Pour les 60% des habitants de souche indigène de Bolivie, un des pays les plus pauvres d'Amérique latine, "Evo" est avant tout "un des leurs".
Il reste l'Aymara, qui est sa langue maternelle, né il y a 53 ans dans un foyer démuni, sans eau courante ni électricité, à Isallavi sur l'Altiplano sud, qui n'a jamais terminé l'école et ils vivent sa présidence comme une revanche historique.
Dans sa biographie, Morales raconte comment il a grandi avec sept frères et soeurs, dont quatre morts en bas âge, "dans une maisonnette d'argile au toit de paille d'une seule pièce de trois mètres sur quatre. Elle nous servait de chambre, de cuisine, de salle à manger, de tout", a-t-il écrit.

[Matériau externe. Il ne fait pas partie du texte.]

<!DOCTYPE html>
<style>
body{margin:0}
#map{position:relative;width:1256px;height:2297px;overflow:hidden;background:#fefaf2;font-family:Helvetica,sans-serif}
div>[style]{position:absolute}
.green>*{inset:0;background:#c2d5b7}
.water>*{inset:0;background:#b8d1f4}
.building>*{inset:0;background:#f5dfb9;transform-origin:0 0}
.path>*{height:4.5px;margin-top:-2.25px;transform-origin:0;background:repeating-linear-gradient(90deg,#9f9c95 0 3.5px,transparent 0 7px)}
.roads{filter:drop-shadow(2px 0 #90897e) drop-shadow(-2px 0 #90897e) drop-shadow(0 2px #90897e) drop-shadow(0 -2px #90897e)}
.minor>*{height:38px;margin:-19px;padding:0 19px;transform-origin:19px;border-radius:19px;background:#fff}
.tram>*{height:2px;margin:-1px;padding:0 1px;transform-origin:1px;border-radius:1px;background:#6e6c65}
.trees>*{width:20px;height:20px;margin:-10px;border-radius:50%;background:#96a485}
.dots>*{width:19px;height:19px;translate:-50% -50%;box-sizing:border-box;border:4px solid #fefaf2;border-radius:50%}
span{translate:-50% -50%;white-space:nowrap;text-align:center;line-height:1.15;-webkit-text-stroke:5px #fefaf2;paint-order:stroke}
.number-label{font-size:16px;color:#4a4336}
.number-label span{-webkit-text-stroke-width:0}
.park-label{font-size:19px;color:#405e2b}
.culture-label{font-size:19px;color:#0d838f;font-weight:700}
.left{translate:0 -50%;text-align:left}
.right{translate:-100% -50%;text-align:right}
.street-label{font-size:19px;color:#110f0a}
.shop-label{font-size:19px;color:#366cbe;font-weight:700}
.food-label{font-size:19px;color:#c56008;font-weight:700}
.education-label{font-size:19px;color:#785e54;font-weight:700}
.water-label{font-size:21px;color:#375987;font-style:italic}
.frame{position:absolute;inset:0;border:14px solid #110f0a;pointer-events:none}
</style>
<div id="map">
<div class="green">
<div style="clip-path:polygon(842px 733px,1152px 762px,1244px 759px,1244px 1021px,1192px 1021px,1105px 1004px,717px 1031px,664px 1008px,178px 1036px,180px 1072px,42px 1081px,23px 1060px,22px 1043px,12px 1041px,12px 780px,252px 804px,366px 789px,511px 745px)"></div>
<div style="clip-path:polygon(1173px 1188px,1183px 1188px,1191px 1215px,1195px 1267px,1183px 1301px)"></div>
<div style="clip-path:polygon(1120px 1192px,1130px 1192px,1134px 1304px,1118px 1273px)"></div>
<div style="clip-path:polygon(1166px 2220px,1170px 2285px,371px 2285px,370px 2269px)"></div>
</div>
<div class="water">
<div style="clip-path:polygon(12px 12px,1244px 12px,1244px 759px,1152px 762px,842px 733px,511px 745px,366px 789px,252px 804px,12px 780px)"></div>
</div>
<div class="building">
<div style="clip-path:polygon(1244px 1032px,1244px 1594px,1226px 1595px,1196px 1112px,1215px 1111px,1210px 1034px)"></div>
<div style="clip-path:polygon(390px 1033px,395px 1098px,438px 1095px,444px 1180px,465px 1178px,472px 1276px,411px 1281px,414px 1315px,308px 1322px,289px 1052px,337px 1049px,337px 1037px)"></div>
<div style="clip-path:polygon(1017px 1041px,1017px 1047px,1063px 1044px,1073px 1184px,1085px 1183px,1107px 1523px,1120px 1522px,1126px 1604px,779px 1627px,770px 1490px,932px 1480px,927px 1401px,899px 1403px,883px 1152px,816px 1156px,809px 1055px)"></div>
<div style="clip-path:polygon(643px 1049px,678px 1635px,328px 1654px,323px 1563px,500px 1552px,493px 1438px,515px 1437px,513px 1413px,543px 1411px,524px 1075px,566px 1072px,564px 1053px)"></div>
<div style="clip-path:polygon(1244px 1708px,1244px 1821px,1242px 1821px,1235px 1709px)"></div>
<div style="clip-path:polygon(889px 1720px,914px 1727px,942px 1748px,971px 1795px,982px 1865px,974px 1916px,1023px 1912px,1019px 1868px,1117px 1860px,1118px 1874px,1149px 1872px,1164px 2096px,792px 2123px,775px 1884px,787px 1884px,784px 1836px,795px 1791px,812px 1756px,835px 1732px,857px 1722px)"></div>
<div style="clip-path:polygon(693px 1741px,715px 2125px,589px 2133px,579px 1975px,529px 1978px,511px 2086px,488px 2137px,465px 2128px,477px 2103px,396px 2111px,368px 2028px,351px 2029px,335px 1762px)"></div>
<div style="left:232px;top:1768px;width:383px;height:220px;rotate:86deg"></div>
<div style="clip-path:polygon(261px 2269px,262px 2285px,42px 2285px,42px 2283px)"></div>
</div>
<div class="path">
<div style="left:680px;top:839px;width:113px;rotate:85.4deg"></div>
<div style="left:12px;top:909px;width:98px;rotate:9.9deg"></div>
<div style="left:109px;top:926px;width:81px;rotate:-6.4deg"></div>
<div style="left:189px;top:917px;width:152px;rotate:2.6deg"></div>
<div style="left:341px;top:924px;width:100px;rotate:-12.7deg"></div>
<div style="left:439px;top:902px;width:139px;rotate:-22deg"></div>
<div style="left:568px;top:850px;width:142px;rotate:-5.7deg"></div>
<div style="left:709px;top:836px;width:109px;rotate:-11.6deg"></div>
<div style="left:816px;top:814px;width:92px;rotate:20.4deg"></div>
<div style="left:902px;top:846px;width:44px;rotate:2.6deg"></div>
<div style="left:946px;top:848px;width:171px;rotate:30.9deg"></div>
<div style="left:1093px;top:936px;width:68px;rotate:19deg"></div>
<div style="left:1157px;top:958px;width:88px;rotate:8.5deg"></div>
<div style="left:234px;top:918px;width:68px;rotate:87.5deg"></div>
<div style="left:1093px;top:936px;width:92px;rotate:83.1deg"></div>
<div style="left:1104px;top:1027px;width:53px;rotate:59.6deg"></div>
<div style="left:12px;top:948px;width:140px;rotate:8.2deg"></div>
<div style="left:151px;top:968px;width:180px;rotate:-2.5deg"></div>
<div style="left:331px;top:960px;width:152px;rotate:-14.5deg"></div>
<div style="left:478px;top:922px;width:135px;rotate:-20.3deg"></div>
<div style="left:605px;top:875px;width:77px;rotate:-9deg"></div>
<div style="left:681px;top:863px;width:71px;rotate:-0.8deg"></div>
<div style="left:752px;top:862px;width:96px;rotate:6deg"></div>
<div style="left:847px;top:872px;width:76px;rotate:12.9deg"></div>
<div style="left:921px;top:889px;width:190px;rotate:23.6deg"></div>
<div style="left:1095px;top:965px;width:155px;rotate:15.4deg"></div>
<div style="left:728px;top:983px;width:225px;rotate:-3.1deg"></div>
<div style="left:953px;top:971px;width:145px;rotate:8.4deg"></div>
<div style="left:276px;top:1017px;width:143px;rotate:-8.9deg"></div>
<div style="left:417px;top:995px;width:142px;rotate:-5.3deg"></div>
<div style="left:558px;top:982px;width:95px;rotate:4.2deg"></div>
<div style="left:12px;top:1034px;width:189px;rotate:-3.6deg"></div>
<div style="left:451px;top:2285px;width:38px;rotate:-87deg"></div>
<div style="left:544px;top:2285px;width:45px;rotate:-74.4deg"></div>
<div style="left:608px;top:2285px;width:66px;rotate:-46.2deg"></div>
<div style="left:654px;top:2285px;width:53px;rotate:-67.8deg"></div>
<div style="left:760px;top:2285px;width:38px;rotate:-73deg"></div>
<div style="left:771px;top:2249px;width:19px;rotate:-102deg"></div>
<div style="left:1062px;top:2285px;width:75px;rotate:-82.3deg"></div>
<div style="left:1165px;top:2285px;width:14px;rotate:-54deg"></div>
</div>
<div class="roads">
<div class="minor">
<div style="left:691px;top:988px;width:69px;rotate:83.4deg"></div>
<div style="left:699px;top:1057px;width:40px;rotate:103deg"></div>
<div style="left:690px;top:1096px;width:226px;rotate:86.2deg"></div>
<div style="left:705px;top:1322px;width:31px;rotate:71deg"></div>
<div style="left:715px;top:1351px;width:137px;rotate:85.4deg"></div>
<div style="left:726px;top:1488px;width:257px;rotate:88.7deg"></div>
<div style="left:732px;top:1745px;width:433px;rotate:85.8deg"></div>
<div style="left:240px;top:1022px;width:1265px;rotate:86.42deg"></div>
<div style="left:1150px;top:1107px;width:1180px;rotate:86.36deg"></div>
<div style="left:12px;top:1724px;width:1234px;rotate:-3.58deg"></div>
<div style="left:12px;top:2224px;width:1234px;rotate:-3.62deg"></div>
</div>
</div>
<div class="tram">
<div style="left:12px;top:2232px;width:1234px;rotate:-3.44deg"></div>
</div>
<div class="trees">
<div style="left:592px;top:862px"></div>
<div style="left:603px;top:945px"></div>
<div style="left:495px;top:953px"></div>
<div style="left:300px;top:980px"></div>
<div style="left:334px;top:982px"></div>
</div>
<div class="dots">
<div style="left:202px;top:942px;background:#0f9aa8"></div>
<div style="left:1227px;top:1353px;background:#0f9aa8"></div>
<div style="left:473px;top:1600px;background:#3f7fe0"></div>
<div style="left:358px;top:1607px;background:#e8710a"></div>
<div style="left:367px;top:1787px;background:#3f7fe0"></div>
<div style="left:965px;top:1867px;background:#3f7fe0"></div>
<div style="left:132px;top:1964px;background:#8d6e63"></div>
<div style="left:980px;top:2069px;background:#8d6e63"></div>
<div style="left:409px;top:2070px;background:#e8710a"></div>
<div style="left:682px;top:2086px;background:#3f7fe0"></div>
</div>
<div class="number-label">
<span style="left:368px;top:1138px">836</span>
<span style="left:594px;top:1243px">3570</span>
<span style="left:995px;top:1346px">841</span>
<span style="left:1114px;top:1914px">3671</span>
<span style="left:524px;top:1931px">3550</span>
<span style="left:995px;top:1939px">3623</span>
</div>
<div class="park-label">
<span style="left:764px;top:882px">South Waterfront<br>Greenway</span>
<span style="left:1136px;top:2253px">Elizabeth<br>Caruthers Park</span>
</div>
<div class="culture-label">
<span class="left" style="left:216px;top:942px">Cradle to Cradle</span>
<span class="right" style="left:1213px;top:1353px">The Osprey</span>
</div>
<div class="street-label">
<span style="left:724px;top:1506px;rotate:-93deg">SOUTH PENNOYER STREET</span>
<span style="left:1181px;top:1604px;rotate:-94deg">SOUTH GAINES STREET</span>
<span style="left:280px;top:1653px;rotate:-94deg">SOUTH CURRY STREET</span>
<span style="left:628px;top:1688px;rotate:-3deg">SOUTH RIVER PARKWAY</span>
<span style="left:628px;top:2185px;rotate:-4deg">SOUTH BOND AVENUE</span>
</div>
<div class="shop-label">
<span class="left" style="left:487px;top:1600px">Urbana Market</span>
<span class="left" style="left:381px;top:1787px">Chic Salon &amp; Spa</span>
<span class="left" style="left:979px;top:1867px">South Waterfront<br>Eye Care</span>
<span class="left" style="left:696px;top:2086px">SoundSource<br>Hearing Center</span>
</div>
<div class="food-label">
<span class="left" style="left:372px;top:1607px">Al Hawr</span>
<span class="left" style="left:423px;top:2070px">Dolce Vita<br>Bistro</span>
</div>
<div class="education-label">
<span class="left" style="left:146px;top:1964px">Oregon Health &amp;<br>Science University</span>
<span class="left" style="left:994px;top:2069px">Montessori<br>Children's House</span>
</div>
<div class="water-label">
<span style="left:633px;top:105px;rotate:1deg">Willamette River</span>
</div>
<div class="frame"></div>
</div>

Décorant un groupe d'instituteurs au Palais Quemado de la présidence le mois dernier, le président Morales a résumé son credo: "Le plus important pour moi, c'est l'école et la famille, travailler, ne pas voler, ne pas être paresseux ou menteur".
"La partie idéologique", a-t-il confié, "me vient de la lutte syndicale, c'est une autre école, étudier la problématique culturelle, sociale, politique, idéologique, tout cela me vient du syndicalisme".
Il a remporté par deux fois (2005 et 2009) l'élection présidentielle dès le premier tour et se présentera inévitablement à un troisième mandat en 2014.
Semblant parfois un peu gauche et timide, avec un espagnol approximatif, il a aussi montré par le passé qu'il savait résister aux pressions, en particulier venant des Etats-Unis.
Ses partisans louent sa modestie, sa chaleur, sa proximité. Ses proches saluent sa force de travail et son écoute. Ses adversaires, eux, dénoncent son inaptitude au consensus, ou moquent son "despotisme illettré".
Il affirme goûter les plaisirs simples, comme la télévision, un repas entre amis, ou le football. Son propre vice-président, Alvaro Garcia, le décrit comme "un paysan, un homme honnête qui défend la souveraineté du pays".
"Je ne suis pas un délinquant, je suis le président", a protesté Morales, lors d'une conférence de presse à l'aéroport de Vienne, décrivant son escale forcée "quasiment comme un enlèvement", après que quatre pays européens lui eurent refusé leur espace aérien, suspectant la présence dans son avion de l'informaticien Edward Snowden.
La Bolivie, un pays de 10 millions d'habitants, reste l'éternel parent pauvre de l'Amérique latine.
Le pays à perdu tous ses conflits et son accès à la mer lui a été arraché par le Chili lors de la guerre du Pacifique à la fin du 19e siècle, une blessure encore vive à ce jour.
La colonisation et la domination espagnole y ont été d'une "violence inouïe", indique un universitaire européen spécialiste du pays sous couvert d'anonymat.
"L'escale forcée de M. Morales en Autriche" est "vécue en Bolivie comme une humiliation inconcevable" et a suscité "une forte réaction de rejet" envers l'Europe, ajoute-t-il.
"Politiquement", estime l'analyste bolivien Carlos Cordero, "ce récent incident diplomatique est en train de se transformer en succès politique pour le président Morales, en raison des nombreuses preuves de solidarité" en Bolivie et dans le monde.